Cockroaches, mice lead to kitchen closure at Edmonton gas station

A downtown gas station has been ordered to close its kitchen and food preparation areas after it failed a health inspection due to infestations of mice, flies and cockroaches.

Alberta Health Services (AHS) shut down the kitchen at Churchill Husky at 10608 107th Ave. on March 29. The kitchen serves chicken and samosas.

In the closure order, AHS said it found "a significant cockroach infestation" with "live and dead German cockroaches of all life stages."

In addition, "rodent infestation was present and active," the order states. "Mouse droppings and dead mice noted along with significant chewing activity."

The order also states that flies were present and active and "extremely poor sanitation was noted throughout the food facility."

In total, AHS found 14 violations of the Public Health Act and the Food Retail and Foodservices Code.

The order is still active, AHS spokesperson Kirsten Goruk said in an email.

Must clean up before re-opening

While the rest of the gas station and convenience store remains open, the food service area has been draped in plastic sheeting.

A notice of the order from AHS has been attached to the counter under the plastic.

The business owners were ordered to work with a licensed pest control company and to clean the food service area before they can re-open.
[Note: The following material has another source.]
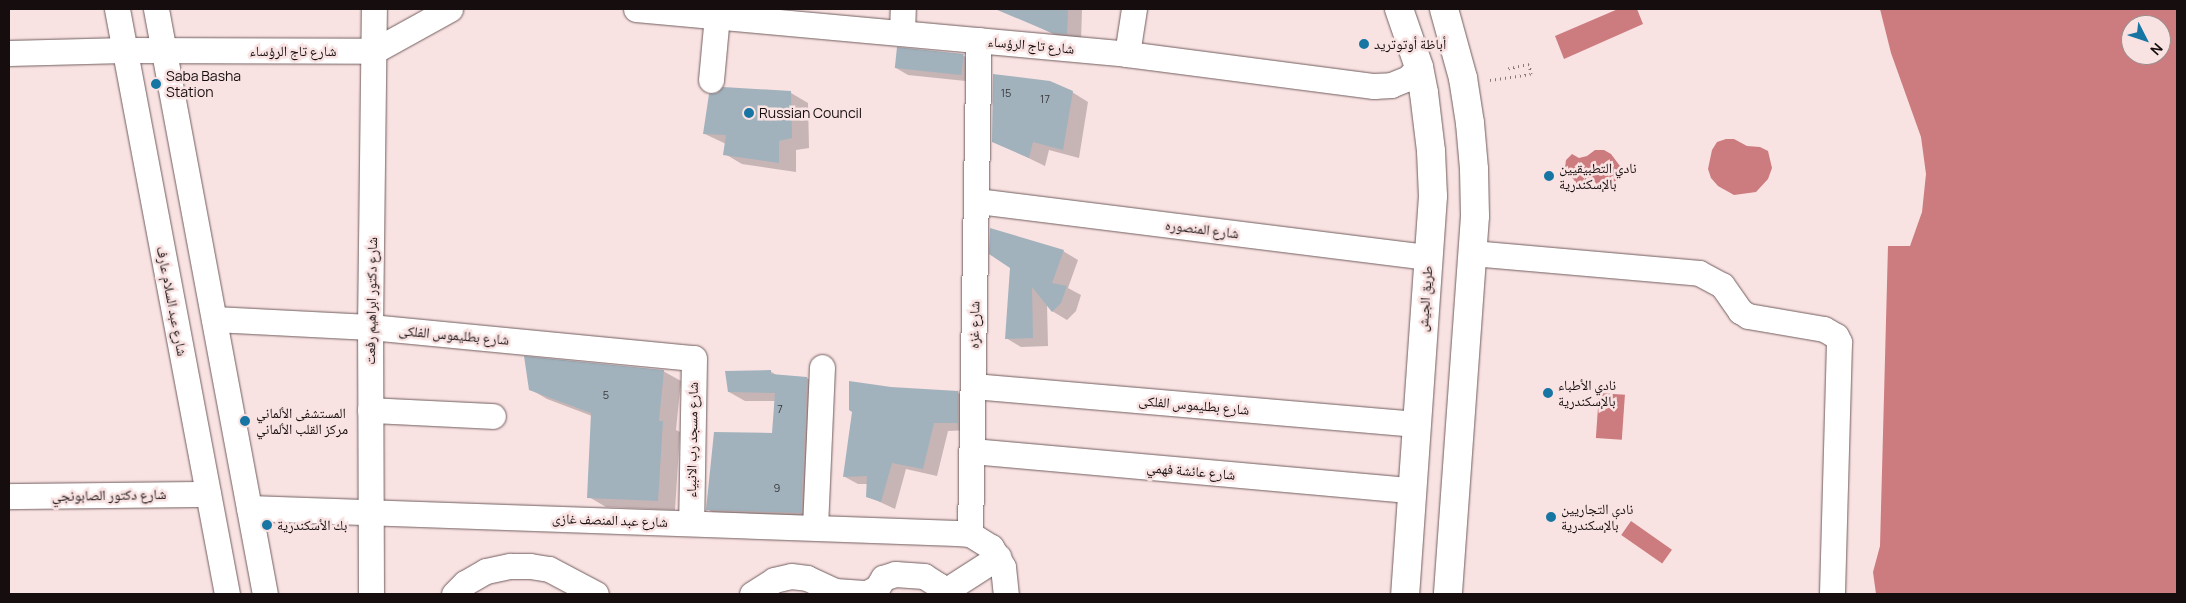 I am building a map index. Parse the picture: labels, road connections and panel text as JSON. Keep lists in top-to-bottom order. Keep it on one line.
{"streets":{"highway":["طريق الجيش"],"street":["شارع تاج الرؤساء","شارع المنصوره","شارع عبد السلام عارف","شارع دكتور ابراهيم رفعت","شارع غزه","شارع بطليموس الفلكى","شارع مسجد رب الانبياء","شارع عائشة فهمي","شارع دكتور الصابونجي","شارع عبد المنصف غازى"]},"crossings":[["شارع تاج الرؤساء","طريق الجيش"],["شارع تاج الرؤساء","شارع عبد السلام عارف"],["شارع تاج الرؤساء","شارع دكتور ابراهيم رفعت"],["شارع تاج الرؤساء","شارع غزه"],["شارع المنصوره","طريق الجيش"],["شارع المنصوره","شارع غزه"],["طريق الجيش","شارع بطليموس الفلكى"],["طريق الجيش","شارع عائشة فهمي"],["شارع عبد السلام عارف","شارع دكتور الصابونجي"],["شارع دكتور ابراهيم رفعت","شارع بطليموس الفلكى"],["شارع دكتور ابراهيم رفعت","شارع عبد المنصف غازى"],["شارع غزه","شارع بطليموس الفلكى"],["شارع غزه","شارع عائشة فهمي"],["شارع غزه","شارع عبد المنصف غازى"],["شارع بطليموس الفلكى","شارع مسجد رب الانبياء"],["شارع مسجد رب الانبياء","شارع عبد المنصف غازى"]],"places":["أباظة أوتوتريد","Saba Basha Station","Russian Council","نادي التطبيقيين بالإسكندرية","نادي الأطباء بالإسكندرية","المستشفى الألماني مركز القلب الألماني","نادي التجاريين بالإسكندرية","بك الأسكندرية"],"house_numbers":["15","17","5","7","9"],"north":"bottom right"}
"It wasn't that many," Ismail Ahmed, one of the owners, said about the number of cockroaches and mice in the kitchen.

"We had a pest control in place but just [in] the springtime, we got too many of them. But it wasn't that bad. I don't think we need a closure for that."

Ahmed said AHS came to check out his kitchen after a complaint from a disgruntled ex-employee.

"The minute, you know, you fire somebody … but at the end of the day, like you know, it was our fault, we should have kept it up to date."

Customers missing the food

Ahmed said he's not appealing the order.

"We just clean up all the equipment. We've got pest people in place, I mean they were there, but now they [are] coming in and doing regular maintenance," he said.

Ahmed said it's challenging keeping on top of everything in a 24-hour, seven-day-a-week business.

He said he's been in business for 15 years and that his customers are missing the food.

"They [are] missing the coffee and they [are] missing the chicken," he said. "Every second customer comes in and they say, 'Where's the food?' "

Ahmed said he should re-open within two weeks.

Until the work in the kitchen and food preparation areas are completed to the satisfaction of AHS, those areas will remain closed.